• AIM OF THE TASK: Report every line below that holds the word "casing".

Stored data entries

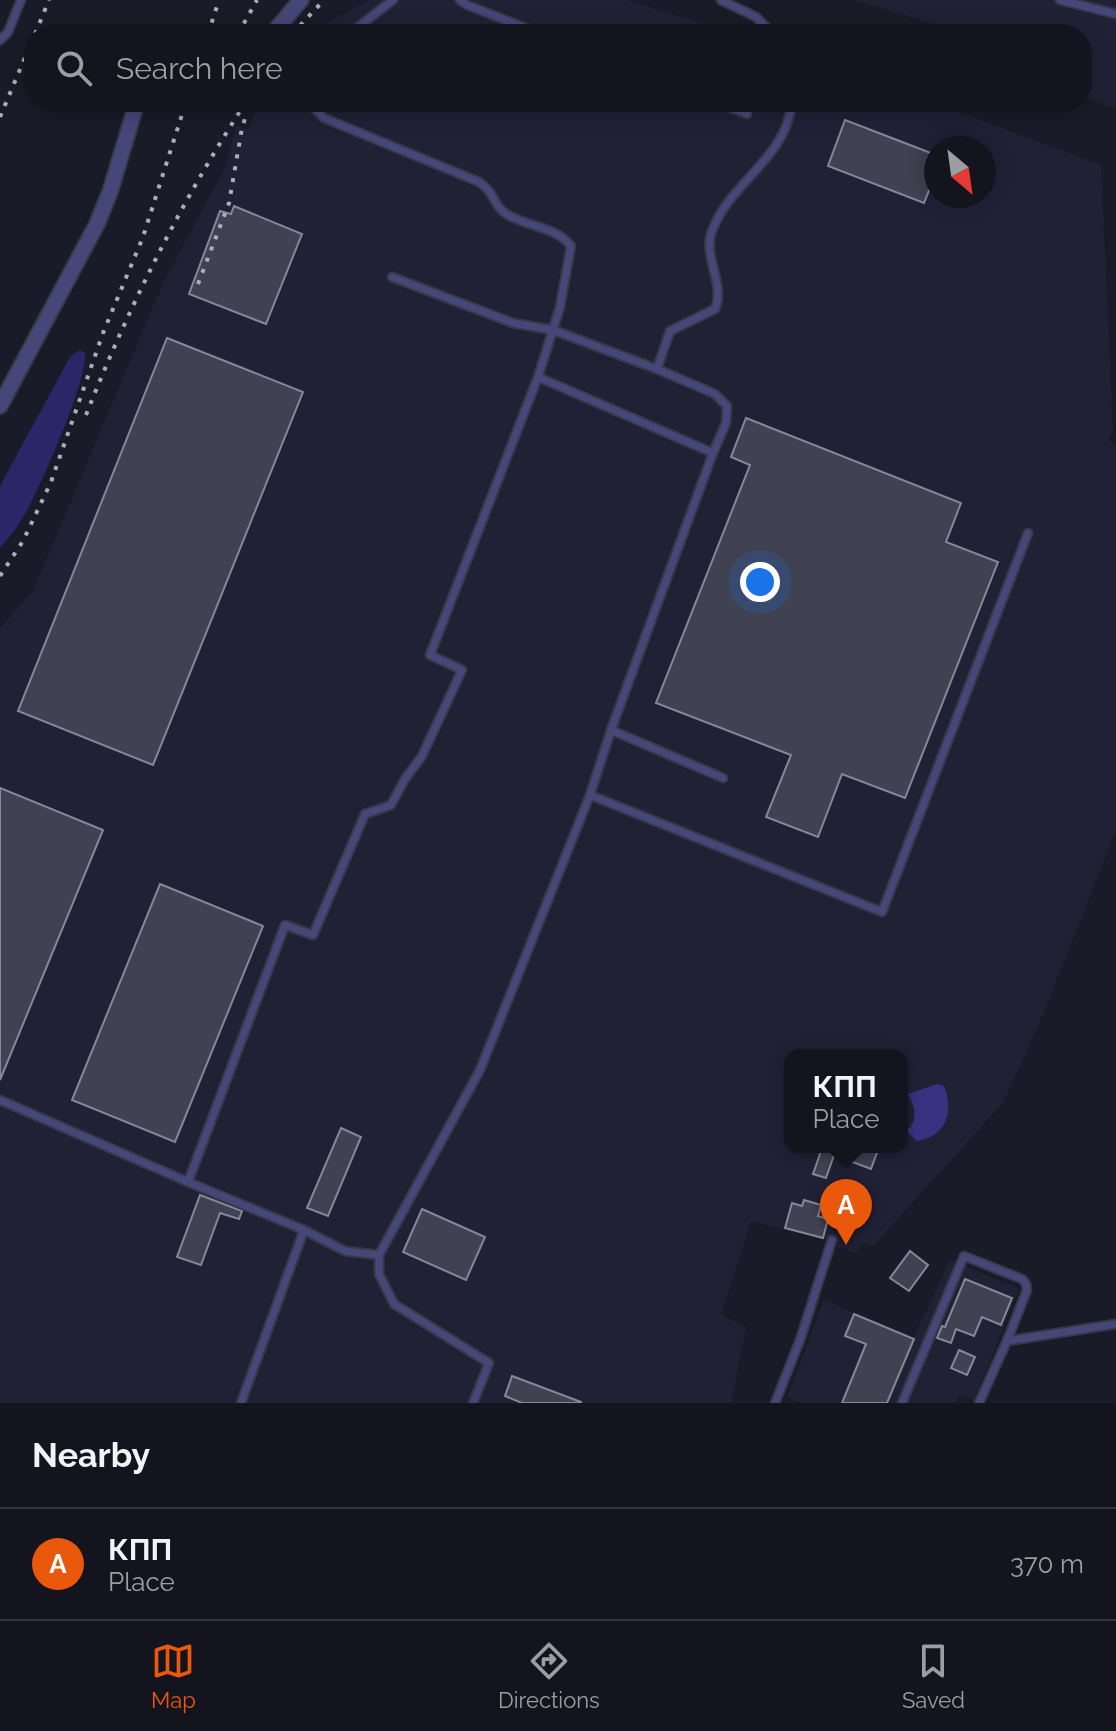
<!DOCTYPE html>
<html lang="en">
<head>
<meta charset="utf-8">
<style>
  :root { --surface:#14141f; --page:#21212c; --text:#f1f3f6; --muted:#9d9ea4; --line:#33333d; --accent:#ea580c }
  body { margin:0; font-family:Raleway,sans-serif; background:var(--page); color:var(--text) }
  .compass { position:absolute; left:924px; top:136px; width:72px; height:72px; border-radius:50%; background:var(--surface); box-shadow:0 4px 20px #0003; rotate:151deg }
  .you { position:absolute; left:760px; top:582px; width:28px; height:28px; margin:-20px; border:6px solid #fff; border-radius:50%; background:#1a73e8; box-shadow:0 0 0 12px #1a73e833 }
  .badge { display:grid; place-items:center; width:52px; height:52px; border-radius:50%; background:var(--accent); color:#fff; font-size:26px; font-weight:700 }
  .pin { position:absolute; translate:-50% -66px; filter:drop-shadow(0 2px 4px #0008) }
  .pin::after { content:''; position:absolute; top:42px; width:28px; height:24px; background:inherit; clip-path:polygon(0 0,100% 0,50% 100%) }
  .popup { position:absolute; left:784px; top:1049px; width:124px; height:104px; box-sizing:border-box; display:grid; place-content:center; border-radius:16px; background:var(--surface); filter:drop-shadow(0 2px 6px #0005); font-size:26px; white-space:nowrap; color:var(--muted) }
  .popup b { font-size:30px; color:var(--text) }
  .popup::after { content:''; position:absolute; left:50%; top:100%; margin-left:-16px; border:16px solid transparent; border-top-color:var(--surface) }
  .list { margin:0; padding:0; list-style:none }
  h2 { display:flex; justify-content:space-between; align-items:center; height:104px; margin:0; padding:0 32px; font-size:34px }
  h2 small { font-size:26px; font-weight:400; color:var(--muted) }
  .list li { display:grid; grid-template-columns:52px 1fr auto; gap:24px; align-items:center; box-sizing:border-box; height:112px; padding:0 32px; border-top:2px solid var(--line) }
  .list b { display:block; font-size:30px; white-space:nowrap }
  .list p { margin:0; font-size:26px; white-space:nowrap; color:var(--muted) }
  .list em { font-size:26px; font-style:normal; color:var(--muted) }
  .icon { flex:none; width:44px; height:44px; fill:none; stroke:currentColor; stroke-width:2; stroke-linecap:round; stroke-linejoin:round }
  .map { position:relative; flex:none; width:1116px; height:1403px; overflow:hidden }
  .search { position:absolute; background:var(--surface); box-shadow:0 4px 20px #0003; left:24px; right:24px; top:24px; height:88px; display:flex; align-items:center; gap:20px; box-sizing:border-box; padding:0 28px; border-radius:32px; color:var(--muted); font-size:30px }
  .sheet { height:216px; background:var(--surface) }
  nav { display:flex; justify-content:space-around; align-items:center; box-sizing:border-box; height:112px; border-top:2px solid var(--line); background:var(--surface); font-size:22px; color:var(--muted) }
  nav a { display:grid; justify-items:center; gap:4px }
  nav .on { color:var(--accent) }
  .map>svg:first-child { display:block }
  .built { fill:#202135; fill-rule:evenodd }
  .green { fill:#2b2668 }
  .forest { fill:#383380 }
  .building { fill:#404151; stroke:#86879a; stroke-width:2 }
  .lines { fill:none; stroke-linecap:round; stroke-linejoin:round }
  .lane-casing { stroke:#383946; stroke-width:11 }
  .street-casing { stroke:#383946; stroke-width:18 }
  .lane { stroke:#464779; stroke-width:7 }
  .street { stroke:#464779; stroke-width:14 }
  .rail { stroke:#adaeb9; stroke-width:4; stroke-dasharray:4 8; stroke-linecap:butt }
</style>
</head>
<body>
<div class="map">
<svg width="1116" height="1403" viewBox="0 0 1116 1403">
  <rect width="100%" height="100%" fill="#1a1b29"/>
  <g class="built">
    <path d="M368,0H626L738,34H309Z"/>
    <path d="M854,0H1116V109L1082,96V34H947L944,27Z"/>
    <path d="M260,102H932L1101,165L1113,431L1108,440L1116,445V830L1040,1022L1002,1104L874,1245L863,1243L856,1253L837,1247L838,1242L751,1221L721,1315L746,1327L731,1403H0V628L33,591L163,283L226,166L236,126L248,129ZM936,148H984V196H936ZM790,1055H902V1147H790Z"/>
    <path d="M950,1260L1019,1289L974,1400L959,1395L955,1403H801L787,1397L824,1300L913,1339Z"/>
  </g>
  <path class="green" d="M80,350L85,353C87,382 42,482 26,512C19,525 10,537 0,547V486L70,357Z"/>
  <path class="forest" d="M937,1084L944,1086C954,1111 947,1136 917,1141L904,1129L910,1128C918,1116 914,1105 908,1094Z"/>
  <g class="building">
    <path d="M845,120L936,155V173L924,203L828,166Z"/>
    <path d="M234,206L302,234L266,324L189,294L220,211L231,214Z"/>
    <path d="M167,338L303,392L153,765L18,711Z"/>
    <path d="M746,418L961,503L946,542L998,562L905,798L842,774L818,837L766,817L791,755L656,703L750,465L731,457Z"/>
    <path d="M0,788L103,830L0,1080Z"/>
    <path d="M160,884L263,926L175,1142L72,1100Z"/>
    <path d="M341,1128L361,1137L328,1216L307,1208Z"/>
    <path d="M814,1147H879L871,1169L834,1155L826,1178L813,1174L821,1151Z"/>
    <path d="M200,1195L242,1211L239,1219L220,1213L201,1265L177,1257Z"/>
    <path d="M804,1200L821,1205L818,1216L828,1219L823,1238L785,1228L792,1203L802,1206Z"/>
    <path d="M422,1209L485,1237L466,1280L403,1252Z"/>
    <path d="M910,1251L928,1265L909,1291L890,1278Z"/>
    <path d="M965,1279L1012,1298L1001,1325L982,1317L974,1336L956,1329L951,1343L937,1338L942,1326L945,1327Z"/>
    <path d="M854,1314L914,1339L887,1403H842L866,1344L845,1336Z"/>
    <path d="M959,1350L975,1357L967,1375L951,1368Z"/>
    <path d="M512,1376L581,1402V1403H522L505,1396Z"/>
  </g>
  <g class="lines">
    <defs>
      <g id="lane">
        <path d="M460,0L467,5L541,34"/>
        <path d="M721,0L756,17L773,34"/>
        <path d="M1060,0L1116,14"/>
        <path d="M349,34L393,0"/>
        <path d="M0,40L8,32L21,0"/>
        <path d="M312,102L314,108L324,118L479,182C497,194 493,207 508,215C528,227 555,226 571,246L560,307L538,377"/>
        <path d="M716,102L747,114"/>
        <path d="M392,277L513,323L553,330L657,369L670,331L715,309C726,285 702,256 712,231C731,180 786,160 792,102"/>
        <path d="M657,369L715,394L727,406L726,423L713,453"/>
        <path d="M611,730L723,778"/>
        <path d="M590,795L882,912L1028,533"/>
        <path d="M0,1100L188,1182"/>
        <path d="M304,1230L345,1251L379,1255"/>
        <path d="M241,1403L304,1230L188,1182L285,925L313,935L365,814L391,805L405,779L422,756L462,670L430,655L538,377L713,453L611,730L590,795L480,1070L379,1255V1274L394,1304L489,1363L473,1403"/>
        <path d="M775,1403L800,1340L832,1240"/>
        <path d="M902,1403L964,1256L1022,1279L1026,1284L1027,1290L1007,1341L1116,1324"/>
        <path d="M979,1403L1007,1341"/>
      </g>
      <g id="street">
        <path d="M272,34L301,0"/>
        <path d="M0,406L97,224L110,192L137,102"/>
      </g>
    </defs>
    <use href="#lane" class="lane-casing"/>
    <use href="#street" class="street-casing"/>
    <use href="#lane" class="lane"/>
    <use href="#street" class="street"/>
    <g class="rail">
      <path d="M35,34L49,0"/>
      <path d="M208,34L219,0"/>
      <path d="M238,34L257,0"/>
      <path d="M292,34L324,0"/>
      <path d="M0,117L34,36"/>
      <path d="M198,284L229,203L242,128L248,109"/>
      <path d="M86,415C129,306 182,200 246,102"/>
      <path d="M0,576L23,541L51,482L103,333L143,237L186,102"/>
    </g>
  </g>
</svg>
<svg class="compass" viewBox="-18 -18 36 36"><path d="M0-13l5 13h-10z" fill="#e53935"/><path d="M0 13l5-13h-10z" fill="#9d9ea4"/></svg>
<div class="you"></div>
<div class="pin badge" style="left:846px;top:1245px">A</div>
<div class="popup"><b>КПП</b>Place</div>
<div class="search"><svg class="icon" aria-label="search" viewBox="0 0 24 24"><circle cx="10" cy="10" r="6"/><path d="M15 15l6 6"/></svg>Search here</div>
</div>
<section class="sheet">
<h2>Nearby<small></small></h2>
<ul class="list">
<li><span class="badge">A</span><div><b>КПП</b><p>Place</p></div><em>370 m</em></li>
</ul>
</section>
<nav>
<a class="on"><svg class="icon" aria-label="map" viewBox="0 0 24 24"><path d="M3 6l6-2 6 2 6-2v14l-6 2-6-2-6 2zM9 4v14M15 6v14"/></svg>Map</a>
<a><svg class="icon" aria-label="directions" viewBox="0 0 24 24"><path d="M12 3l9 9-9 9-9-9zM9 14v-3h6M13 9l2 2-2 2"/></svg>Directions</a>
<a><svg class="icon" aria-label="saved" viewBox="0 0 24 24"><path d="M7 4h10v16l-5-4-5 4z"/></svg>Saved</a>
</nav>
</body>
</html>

• ANSWER SPACE:
  .lane-casing { stroke:#383946; stroke-width:11 }
  .street-casing { stroke:#383946; stroke-width:18 }
    <use href="#lane" class="lane-casing"/>
    <use href="#street" class="street-casing"/>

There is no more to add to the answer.